One of the main techniques Project 2025 envisions for taking down the administrative state and accomplishing its goals is to use an executive order to change career civil servants into political appointees and replace much of the current so-called ‘deep state’.  The chaos and inefficiency that would follow this type of drastic maneuver is almost unimaginable.

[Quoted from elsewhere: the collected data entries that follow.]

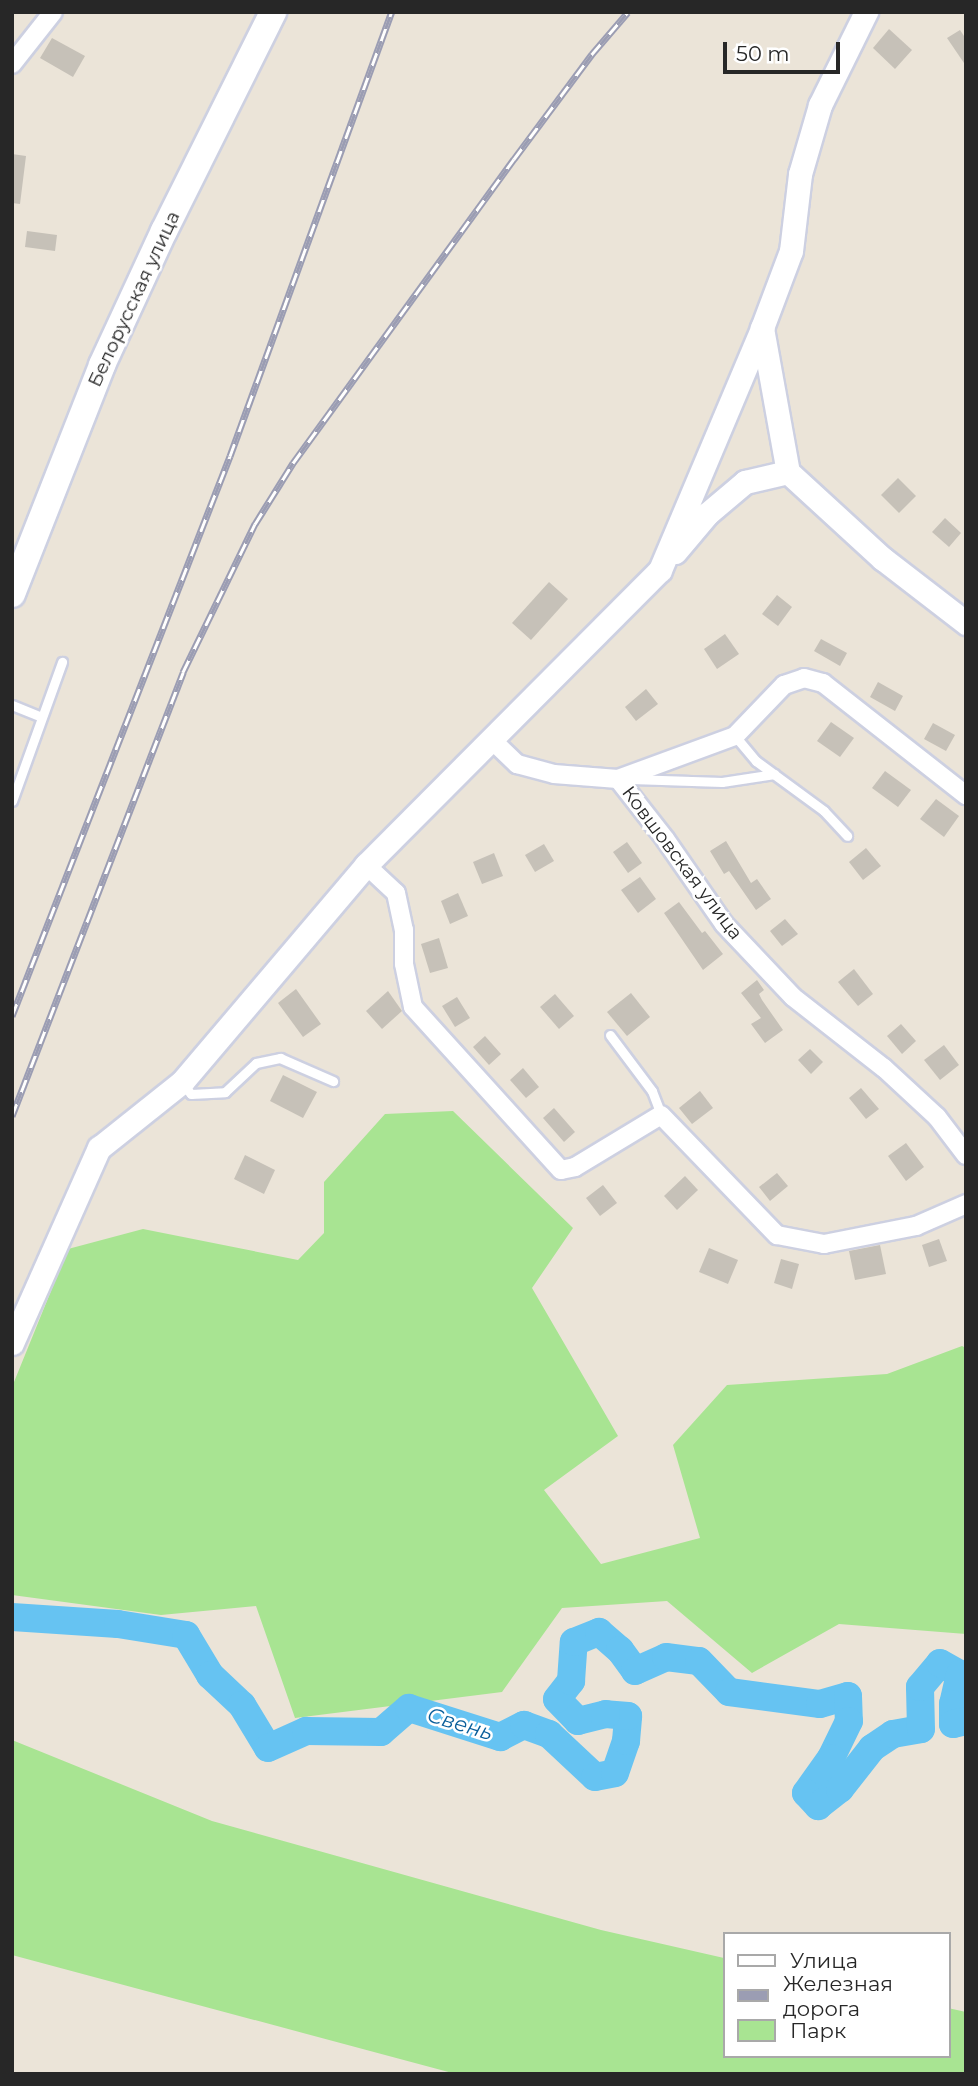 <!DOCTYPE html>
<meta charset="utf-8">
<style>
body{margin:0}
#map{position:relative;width:978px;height:2086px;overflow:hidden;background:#ebe4d8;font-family:Montserrat,sans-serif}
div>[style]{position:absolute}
.green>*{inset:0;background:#a8e492}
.river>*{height:28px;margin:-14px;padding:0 14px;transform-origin:14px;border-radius:14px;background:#66c3f2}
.building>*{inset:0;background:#c6c1b8}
.roads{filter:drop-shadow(2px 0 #cdd0e1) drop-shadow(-2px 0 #cdd0e1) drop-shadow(0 2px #cdd0e1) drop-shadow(0 -2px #cdd0e1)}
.service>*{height:9px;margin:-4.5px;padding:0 4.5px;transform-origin:4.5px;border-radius:4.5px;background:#fff}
.minor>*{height:18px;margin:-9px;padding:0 9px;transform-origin:9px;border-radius:9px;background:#fff}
.tertiary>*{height:23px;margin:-11.5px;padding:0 11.5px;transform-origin:11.5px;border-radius:11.5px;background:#fff}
.secondary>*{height:26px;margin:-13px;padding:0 13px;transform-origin:13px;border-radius:13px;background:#fff}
.rail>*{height:7px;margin-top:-3.5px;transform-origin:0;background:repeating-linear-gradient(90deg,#fff 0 13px,#9b9db3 0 26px);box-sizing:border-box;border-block:2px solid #9b9db3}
span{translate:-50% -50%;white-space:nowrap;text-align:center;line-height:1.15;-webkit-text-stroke:5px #fff;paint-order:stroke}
.street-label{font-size:19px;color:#272727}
.water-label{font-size:21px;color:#095e9a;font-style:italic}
.frame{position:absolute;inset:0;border:14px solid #272727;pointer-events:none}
.legend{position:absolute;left:723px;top:1932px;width:228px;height:126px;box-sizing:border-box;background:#fff;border:2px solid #a9a9a9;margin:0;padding:9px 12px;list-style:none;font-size:21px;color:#272727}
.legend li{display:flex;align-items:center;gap:14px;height:35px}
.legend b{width:35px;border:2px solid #a9a9a9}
.scale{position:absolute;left:723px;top:42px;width:117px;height:32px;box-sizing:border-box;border:4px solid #272727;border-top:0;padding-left:9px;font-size:21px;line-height:24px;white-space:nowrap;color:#272727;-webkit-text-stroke:5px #fff;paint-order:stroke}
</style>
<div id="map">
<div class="green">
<i style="clip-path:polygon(453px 1111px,573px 1228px,532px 1288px,618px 1436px,544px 1490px,601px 1564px,700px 1538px,673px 1445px,727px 1385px,887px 1374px,962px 1346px,966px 1348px,966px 1634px,839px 1624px,752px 1673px,667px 1601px,562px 1608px,502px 1692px,295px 1718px,256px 1606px,161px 1615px,12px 1595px,12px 1387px,68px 1249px,143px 1229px,298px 1260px,324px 1233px,324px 1182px,385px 1114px)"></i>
<i style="clip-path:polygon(12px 1740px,212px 1821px,601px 1930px,724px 1958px,724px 2056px,948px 2056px,948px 2008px,966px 2012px,966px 2074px,456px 2074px,12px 1955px)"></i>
</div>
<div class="river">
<i style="left:12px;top:1617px;width:106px;rotate:3.8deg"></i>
<i style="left:118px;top:1624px;width:69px;rotate:9.2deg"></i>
<i style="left:186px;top:1635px;width:47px;rotate:59deg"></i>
<i style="left:210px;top:1675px;width:44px;rotate:43.2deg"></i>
<i style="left:242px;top:1705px;width:50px;rotate:58.8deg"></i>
<i style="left:268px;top:1748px;width:42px;rotate:-24.1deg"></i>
<i style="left:306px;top:1731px;width:75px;rotate:0.8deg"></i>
<i style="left:381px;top:1732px;width:37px;rotate:-41deg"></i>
<i style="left:409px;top:1708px;width:96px;rotate:17.7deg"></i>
<i style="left:500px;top:1737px;width:27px;rotate:-27deg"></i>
<i style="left:524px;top:1725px;width:27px;rotate:20deg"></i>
<i style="left:549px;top:1734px;width:63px;rotate:43.1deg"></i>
<i style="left:595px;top:1777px;width:20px;rotate:-11deg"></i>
<i style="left:615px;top:1773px;width:34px;rotate:-71deg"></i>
<i style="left:626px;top:1741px;width:25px;rotate:-85deg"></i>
<i style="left:628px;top:1716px;width:22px;rotate:-175deg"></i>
<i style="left:606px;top:1714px;width:29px;rotate:166deg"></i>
<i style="left:578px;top:1721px;width:30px;rotate:-134deg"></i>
<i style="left:557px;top:1699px;width:23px;rotate:-52deg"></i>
<i style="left:571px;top:1681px;width:39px;rotate:-86deg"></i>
<i style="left:574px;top:1642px;width:27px;rotate:-22deg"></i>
<i style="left:599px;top:1632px;width:28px;rotate:41deg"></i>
<i style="left:620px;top:1650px;width:26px;rotate:54deg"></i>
<i style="left:635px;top:1671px;width:34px;rotate:-24deg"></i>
<i style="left:666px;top:1657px;width:33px;rotate:7deg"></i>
<i style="left:699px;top:1661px;width:43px;rotate:45.9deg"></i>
<i style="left:729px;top:1692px;width:92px;rotate:7.5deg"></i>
<i style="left:820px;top:1704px;width:29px;rotate:-16deg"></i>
<i style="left:848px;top:1696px;width:25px;rotate:88deg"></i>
<i style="left:849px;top:1721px;width:41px;rotate:115.9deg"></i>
<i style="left:831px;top:1758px;width:43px;rotate:125.5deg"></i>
<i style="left:806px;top:1793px;width:18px;rotate:47deg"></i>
<i style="left:818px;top:1806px;width:28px;rotate:-38deg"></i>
<i style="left:840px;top:1789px;width:52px;rotate:-52deg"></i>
<i style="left:872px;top:1748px;width:25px;rotate:-34deg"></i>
<i style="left:893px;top:1734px;width:28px;rotate:-10deg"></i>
<i style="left:921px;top:1729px;width:42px;rotate:-91.4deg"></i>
<i style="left:920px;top:1687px;width:31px;rotate:-50deg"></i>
<i style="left:940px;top:1663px;width:23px;rotate:29deg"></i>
<i style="left:960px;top:1674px;width:31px;rotate:103deg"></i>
<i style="left:953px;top:1704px;width:20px;rotate:90deg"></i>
<i style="left:953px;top:1724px;width:13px;rotate:-13deg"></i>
</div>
<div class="building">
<i style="clip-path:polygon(889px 29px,912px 50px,895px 69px,873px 48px)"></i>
<i style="clip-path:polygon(960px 30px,966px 39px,966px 66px,947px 38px)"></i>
<i style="clip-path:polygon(52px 38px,85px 56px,73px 77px,40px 58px)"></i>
<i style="clip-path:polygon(12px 154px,26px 156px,20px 204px,12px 203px)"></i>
<i style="clip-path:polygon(27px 231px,57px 235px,55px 251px,25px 247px)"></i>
<i style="clip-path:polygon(898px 478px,916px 496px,899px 513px,881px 495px)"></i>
<i style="clip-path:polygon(945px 518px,961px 533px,949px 547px,932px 532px)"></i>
<i style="clip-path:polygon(549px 582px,568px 599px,531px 640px,512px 623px)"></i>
<i style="clip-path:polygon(777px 595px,792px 607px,778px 626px,762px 614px)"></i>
<i style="clip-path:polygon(725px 634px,739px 654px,717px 669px,704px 649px)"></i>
<i style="clip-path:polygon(821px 639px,847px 653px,840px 666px,814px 651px)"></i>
<i style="clip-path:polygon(878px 682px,903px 696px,895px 711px,870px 697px)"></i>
<i style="clip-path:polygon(646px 689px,658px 704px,636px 721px,625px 707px)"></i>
<i style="clip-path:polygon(831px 722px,854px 738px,840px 757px,817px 741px)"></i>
<i style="clip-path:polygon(933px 723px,955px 735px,946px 751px,924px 739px)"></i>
<i style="clip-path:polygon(885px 771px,911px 790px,898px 807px,872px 788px)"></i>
<i style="clip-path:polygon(936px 799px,959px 816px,944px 837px,920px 819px)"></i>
<i style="clip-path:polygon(726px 841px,751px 883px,757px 879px,771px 899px,756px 910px,729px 871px,724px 874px,710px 851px)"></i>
<i style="clip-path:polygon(627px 842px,642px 863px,628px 873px,613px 852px)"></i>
<i style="clip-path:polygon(544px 844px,554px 861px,535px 872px,525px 855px)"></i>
<i style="clip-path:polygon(866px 848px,881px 866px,863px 880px,849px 862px)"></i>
<i style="clip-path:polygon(494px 853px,503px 876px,482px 884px,473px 862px)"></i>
<i style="clip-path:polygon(640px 877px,656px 899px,638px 913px,621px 890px)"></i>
<i style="clip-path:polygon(458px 893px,468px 916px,450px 924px,441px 901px)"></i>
<i style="clip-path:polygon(679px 902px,702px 933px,705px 931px,723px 954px,703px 970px,664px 913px)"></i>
<i style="clip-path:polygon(785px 919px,798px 934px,782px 946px,770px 931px)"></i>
<i style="clip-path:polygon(439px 938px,448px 968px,430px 973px,421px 944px)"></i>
<i style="clip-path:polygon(854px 969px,873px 994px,858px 1006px,838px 982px)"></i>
<i style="clip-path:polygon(757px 980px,764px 990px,759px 994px,762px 1000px,783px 1030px,765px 1043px,751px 1024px,761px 1018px,741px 993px)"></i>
<i style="clip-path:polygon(296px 989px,321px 1024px,303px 1037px,278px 1003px)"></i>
<i style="clip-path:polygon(388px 991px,402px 1011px,382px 1029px,366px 1011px)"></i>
<i style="clip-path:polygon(631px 993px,650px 1017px,627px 1036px,607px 1012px)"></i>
<i style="clip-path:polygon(555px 994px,574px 1016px,559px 1029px,540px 1007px)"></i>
<i style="clip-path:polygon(457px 997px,470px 1018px,455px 1027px,442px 1006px)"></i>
<i style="clip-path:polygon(901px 1024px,916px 1041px,902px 1054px,887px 1036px)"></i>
<i style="clip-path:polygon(485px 1036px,501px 1054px,489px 1065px,473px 1047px)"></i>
<i style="clip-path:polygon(944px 1045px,959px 1065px,940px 1080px,924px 1060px)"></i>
<i style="clip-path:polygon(810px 1049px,823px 1062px,811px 1074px,798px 1060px)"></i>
<i style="clip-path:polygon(523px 1068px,539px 1087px,526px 1098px,510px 1080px)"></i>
<i style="clip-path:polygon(283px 1075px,317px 1092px,303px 1118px,270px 1101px)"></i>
<i style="clip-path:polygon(861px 1088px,879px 1109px,866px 1119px,849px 1098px)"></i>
<i style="clip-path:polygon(700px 1091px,713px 1108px,692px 1124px,679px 1108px)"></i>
<i style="clip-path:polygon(554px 1108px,575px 1132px,564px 1142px,543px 1118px)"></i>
<i style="clip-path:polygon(906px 1143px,924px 1167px,906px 1181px,888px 1156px)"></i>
<i style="clip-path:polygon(245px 1155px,275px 1170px,264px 1194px,234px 1179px)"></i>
<i style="clip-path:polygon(777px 1173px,788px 1186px,770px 1201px,759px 1187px)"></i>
<i style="clip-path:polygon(685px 1176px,698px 1190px,677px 1210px,664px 1196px)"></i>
<i style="clip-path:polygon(603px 1185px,617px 1203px,600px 1216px,586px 1198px)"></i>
<i style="clip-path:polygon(939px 1239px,947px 1261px,929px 1267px,922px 1245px)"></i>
<i style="clip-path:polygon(880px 1245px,886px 1274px,855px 1280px,849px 1251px)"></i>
<i style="clip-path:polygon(709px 1248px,738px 1260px,728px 1284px,699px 1272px)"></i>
<i style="clip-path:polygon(781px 1259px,799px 1264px,792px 1289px,774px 1283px)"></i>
</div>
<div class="roads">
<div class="service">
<i style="left:12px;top:705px;width:31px;rotate:22deg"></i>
<i style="left:735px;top:736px;width:33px;rotate:50deg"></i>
<i style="left:756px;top:761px;width:84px;rotate:36.3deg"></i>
<i style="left:824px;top:811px;width:34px;rotate:47deg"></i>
<i style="left:631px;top:779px;width:91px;rotate:1.9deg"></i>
<i style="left:722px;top:782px;width:53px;rotate:-8.7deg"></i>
<i style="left:12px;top:801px;width:148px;rotate:-70.2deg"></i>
<i style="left:610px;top:1035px;width:70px;rotate:53.1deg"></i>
<i style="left:652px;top:1091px;width:26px;rotate:69deg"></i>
<i style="left:182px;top:1083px;width:14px;rotate:51deg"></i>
<i style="left:191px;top:1094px;width:34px;rotate:-3deg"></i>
<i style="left:225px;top:1092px;width:42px;rotate:-43.1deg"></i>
<i style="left:256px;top:1063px;width:25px;rotate:-12deg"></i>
<i style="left:280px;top:1058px;width:58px;rotate:23.5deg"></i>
</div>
<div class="minor">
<i style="left:12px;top:64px;width:66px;rotate:-51.7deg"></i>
<i style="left:492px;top:740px;width:35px;rotate:44deg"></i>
<i style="left:517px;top:764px;width:38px;rotate:15deg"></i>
<i style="left:554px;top:774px;width:64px;rotate:4.5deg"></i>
<i style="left:618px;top:779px;width:76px;rotate:51.9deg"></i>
<i style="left:665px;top:839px;width:103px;rotate:55.2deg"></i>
<i style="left:724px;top:924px;width:100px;rotate:46.6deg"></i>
<i style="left:793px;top:997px;width:115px;rotate:38deg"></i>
<i style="left:884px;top:1068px;width:72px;rotate:42.8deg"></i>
<i style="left:937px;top:1117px;width:48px;rotate:52.7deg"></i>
<i style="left:618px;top:779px;width:125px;rotate:-20.2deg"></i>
<i style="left:735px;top:736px;width:71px;rotate:-46.1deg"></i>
<i style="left:784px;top:685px;width:21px;rotate:-19deg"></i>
<i style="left:804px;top:678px;width:20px;rotate:15deg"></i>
<i style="left:823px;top:683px;width:182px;rotate:38.1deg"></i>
<i style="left:366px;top:865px;width:41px;rotate:43deg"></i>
<i style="left:396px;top:893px;width:38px;rotate:78deg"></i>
<i style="left:404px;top:930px;width:34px;rotate:90deg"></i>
<i style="left:404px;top:964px;width:44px;rotate:78.2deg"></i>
<i style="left:413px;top:1007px;width:220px;rotate:47.8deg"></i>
<i style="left:561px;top:1170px;width:14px;rotate:-12deg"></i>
<i style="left:575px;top:1167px;width:100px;rotate:-31.2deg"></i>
<i style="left:661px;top:1115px;width:167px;rotate:46deg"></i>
<i style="left:777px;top:1235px;width:48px;rotate:10.8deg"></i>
<i style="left:824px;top:1244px;width:94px;rotate:-11.1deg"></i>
<i style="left:916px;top:1226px;width:55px;rotate:-23.7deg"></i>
</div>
<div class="tertiary">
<i style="left:762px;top:328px;width:146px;rotate:79.8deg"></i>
<i style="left:788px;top:472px;width:129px;rotate:42.5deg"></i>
<i style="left:883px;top:559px;width:105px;rotate:37.6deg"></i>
<i style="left:675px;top:552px;width:50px;rotate:-49.9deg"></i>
<i style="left:707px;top:514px;width:50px;rotate:-40.1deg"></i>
<i style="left:745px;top:482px;width:44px;rotate:-13.1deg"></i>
<i style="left:12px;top:1343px;width:214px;rotate:-66deg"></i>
<i style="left:99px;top:1148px;width:106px;rotate:-38.5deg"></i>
<i style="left:182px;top:1082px;width:285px;rotate:-49.7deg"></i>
<i style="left:366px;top:865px;width:416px;rotate:-45.1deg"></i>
<i style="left:660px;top:570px;width:263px;rotate:-67.1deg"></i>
<i style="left:762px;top:328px;width:82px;rotate:-69.4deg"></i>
<i style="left:791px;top:251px;width:78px;rotate:-83.3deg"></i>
<i style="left:800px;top:174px;width:72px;rotate:-73.8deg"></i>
<i style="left:820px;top:105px;width:104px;rotate:-63.7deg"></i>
</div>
<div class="secondary">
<i style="left:12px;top:594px;width:246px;rotate:-68.5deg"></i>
<i style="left:102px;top:365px;width:148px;rotate:-65.2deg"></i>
<i style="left:164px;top:231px;width:245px;rotate:-63.5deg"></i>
</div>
</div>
<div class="rail">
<i style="left:12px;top:1016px;width:601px;rotate:-68.73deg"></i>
<i style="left:230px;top:456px;width:473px;rotate:-70deg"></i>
<i style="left:12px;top:1116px;width:476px;rotate:-68.9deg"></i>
<i style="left:183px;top:672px;width:165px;rotate:-64.1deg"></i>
<i style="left:255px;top:524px;width:72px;rotate:-58.1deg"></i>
<i style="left:293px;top:463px;width:376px;rotate:-54deg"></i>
<i style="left:514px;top:159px;width:131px;rotate:-53.4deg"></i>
<i style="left:592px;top:54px;width:55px;rotate:-49.4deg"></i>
</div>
<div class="street-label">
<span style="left:134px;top:299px;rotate:-65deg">Белорусская улица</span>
<span style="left:682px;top:863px;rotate:53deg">Ковшовская улица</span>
</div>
<div class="water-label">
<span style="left:460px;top:1724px;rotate:17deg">Свень</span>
</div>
<div class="frame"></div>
<ul class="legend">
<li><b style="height:9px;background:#fff"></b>Улица</li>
<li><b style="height:9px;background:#9b9db3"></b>Железная дорога</li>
<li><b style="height:19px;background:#a8e492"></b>Парк</li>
</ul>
<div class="scale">50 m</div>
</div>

Some of the most aggressive goals of the project are not surprising - the plan to completely outlaw abortion, including pharmaceutical products, and jail any who attempt to sidestep these laws, and a crusade against the so-called woke agenda - outlawing transgender therapy, pornography (whose definition one might ask) and arresting/labeling as sexual deviants librarians or educators who allow educational materials that address these subjects.

 

The champions of Project 2025 are living in an illusory world, longing for an America that never was what they imagine it was, and certainly could never be recreated.  They are particularly frightened by the changes in society that have occurred in the past 50 years – sexuality, birth control, abortion, gay and transgender rights, racial and ethnic mixing, feminism, decreases in churchgoing and religious affiliation, birthrate decline.  Rather than engage in healthy dialogue on how these changes can be managed in a way that limits any negative ramifications, the proponents of Project 2025 want to destroy their perceived adversaries and initiate changes that every poll of public opinion says would be deeply unpopular with the overall population.

 

Project 2025 zealots may see themselves in a holy war of good versus evil, but in reality, they are fighting a doomed rearguard action against human evolution.  It is certainly possible that Donald Trump could win the election and that they would get to implement some of their mean-spirited vendettas.  But in the end they will find themselves stymied and gnashing their teeth as the world, in all its messy complexity, moves onward.